▶ What is being asked: Go through the records below and copy out every line holding "place".

(Stored data)
+ + + + + + +

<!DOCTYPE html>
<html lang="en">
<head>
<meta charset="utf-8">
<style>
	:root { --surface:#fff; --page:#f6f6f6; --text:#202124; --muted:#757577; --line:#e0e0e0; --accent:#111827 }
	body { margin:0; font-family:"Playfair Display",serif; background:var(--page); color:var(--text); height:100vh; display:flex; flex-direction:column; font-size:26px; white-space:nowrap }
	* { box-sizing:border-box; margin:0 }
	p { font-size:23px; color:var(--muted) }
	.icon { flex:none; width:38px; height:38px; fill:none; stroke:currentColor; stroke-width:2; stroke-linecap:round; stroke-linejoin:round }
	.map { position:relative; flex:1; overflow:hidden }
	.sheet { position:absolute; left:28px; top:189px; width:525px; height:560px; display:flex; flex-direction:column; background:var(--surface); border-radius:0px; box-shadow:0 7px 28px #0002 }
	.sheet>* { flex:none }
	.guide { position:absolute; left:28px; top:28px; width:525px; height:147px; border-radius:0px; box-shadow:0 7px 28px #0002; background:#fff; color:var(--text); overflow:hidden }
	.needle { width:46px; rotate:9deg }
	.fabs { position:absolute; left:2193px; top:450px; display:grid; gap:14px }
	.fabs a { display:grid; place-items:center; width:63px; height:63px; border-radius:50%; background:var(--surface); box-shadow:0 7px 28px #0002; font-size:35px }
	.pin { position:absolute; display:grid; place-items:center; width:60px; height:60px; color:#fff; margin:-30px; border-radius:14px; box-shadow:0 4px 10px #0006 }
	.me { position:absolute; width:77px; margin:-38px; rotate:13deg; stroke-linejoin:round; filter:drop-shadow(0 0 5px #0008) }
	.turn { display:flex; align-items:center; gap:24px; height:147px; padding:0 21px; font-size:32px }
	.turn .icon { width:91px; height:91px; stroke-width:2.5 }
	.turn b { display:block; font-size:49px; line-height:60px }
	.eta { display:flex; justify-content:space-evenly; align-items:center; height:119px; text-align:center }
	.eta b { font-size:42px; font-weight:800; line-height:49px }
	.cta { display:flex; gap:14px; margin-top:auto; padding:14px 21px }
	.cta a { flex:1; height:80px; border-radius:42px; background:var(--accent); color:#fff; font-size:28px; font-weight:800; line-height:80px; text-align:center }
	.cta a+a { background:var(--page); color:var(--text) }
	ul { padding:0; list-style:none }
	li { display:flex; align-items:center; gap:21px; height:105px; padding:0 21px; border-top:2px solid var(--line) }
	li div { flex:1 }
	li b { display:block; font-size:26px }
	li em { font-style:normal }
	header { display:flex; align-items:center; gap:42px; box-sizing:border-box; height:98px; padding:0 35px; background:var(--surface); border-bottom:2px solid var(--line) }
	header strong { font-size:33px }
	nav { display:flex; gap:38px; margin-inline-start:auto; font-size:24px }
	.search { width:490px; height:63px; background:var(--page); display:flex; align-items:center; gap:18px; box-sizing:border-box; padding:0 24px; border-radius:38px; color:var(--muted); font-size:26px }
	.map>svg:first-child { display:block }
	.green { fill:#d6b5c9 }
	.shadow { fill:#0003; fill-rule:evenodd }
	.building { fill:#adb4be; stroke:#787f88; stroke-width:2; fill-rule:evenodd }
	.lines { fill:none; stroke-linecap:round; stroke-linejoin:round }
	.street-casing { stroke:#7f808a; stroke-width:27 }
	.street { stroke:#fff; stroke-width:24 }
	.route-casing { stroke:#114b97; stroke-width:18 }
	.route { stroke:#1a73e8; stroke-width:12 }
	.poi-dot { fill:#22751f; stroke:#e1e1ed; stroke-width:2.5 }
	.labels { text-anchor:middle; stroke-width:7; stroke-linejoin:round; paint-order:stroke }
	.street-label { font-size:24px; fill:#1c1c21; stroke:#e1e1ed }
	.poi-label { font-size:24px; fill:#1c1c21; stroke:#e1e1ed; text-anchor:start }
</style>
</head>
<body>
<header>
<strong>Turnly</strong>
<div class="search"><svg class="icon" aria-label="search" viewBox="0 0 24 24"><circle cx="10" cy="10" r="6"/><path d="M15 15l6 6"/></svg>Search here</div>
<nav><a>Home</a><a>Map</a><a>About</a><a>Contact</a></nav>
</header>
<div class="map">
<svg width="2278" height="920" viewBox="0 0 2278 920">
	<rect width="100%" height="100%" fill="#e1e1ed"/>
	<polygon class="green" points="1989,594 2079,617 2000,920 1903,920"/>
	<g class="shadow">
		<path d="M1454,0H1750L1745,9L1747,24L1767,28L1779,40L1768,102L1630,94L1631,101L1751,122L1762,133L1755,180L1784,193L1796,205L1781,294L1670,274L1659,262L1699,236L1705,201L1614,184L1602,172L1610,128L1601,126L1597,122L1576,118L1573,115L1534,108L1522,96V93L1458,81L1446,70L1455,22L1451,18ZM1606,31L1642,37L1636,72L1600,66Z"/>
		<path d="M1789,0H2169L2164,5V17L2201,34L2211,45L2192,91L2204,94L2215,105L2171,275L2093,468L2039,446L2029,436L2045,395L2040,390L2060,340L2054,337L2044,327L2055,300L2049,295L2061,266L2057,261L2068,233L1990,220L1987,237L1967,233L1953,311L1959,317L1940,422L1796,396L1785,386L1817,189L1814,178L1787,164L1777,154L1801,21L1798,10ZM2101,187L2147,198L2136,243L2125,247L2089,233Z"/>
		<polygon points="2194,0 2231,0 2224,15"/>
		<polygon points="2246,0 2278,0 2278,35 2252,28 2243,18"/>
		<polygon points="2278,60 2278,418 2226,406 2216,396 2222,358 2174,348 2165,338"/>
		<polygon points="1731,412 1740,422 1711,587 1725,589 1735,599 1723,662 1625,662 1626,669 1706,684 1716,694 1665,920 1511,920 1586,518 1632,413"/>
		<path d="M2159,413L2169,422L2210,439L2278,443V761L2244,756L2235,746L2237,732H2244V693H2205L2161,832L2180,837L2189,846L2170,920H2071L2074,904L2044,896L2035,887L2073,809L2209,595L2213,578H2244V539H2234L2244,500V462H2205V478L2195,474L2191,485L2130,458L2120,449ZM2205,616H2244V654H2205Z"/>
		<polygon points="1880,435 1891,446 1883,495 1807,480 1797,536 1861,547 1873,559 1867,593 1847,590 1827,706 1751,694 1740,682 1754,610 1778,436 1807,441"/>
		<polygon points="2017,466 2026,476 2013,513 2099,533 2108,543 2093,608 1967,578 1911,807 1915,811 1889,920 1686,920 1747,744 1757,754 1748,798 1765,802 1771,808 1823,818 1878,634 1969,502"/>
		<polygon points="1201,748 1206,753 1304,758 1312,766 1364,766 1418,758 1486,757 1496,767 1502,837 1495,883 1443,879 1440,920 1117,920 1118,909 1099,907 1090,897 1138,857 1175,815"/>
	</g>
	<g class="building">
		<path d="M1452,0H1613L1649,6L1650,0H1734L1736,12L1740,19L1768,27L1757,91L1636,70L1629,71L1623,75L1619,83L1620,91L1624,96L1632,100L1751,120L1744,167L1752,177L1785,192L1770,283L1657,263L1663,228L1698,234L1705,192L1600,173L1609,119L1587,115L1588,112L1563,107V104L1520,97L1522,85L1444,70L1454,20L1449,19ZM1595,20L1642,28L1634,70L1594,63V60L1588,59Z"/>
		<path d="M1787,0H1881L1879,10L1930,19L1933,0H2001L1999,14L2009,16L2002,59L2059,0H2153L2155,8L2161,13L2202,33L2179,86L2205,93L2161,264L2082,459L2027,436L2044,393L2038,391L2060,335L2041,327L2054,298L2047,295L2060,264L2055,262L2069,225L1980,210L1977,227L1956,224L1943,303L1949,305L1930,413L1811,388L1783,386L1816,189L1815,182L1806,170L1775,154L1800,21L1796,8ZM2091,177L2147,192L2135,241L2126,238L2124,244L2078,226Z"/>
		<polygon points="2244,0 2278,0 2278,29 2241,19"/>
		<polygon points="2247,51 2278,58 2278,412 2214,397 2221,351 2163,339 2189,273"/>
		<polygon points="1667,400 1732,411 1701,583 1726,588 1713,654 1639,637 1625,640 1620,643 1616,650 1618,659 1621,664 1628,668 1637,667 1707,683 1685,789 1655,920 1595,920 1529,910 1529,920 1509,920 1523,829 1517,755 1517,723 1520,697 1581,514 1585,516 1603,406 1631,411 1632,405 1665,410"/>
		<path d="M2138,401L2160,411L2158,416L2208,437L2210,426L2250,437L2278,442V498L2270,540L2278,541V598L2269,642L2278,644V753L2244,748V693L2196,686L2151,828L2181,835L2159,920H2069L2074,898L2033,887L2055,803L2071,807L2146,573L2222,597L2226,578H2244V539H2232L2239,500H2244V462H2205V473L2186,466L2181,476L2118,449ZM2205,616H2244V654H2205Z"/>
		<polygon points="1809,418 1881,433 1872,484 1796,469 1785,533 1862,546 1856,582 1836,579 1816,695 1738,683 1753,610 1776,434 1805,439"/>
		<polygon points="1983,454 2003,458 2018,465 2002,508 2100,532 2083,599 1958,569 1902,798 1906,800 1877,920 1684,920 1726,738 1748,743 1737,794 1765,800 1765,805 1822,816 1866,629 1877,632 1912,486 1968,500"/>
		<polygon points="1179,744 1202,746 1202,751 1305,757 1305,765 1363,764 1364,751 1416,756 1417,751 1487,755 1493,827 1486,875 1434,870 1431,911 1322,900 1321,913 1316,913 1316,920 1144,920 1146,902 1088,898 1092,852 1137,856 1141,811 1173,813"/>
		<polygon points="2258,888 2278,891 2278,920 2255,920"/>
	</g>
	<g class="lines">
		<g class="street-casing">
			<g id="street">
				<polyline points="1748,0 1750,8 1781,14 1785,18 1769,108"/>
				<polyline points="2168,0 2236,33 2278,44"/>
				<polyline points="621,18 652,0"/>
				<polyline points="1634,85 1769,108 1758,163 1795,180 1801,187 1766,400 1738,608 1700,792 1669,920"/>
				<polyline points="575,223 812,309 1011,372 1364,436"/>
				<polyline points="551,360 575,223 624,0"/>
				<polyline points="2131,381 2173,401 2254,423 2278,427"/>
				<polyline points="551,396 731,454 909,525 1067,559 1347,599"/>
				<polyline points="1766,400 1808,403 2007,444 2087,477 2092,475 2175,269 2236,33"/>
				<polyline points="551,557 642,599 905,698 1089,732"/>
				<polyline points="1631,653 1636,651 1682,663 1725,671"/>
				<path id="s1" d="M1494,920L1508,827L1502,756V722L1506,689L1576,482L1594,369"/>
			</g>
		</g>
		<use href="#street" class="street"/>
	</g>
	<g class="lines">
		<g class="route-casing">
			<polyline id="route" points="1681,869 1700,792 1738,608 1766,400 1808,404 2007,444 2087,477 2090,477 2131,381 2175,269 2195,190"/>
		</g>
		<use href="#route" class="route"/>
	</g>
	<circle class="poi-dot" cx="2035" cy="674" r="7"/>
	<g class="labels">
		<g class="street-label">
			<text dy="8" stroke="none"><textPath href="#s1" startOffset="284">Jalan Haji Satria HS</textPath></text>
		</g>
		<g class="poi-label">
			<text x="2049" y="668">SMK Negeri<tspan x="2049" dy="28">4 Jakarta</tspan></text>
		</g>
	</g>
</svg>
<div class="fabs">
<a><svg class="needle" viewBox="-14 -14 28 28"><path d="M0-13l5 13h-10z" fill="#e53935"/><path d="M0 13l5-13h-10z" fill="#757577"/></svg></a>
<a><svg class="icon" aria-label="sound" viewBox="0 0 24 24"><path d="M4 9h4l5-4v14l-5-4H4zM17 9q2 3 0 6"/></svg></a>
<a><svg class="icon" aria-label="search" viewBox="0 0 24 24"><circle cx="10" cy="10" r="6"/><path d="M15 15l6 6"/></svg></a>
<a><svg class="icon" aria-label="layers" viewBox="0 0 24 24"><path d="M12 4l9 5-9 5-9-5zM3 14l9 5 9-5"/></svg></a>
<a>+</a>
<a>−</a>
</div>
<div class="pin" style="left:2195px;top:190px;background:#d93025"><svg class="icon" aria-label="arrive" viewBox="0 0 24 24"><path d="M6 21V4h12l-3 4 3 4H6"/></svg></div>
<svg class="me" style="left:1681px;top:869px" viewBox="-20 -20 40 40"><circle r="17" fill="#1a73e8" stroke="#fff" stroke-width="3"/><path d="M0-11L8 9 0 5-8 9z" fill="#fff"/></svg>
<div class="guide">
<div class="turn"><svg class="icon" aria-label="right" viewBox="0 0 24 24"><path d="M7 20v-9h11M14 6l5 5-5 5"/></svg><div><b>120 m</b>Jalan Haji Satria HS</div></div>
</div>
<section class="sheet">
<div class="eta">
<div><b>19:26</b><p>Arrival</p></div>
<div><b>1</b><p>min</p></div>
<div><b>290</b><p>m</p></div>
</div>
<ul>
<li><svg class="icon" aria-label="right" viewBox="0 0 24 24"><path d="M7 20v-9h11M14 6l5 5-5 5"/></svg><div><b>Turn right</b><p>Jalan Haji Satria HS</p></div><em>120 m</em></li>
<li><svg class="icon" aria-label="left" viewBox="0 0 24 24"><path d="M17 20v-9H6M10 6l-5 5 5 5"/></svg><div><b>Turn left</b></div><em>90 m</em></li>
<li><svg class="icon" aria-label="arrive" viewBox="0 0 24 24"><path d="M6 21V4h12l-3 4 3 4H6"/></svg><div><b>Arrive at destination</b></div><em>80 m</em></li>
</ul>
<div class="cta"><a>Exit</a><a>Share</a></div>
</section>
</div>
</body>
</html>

+ + + + + + +

▶ Answer:
	.fabs a { display:grid; place-items:center; width:63px; height:63px; border-radius:50%; background:var(--surface); box-shadow:0 7px 28px #0002; font-size:35px }
	.pin { position:absolute; display:grid; place-items:center; width:60px; height:60px; color:#fff; margin:-30px; border-radius:14px; box-shadow:0 4px 10px #0006 }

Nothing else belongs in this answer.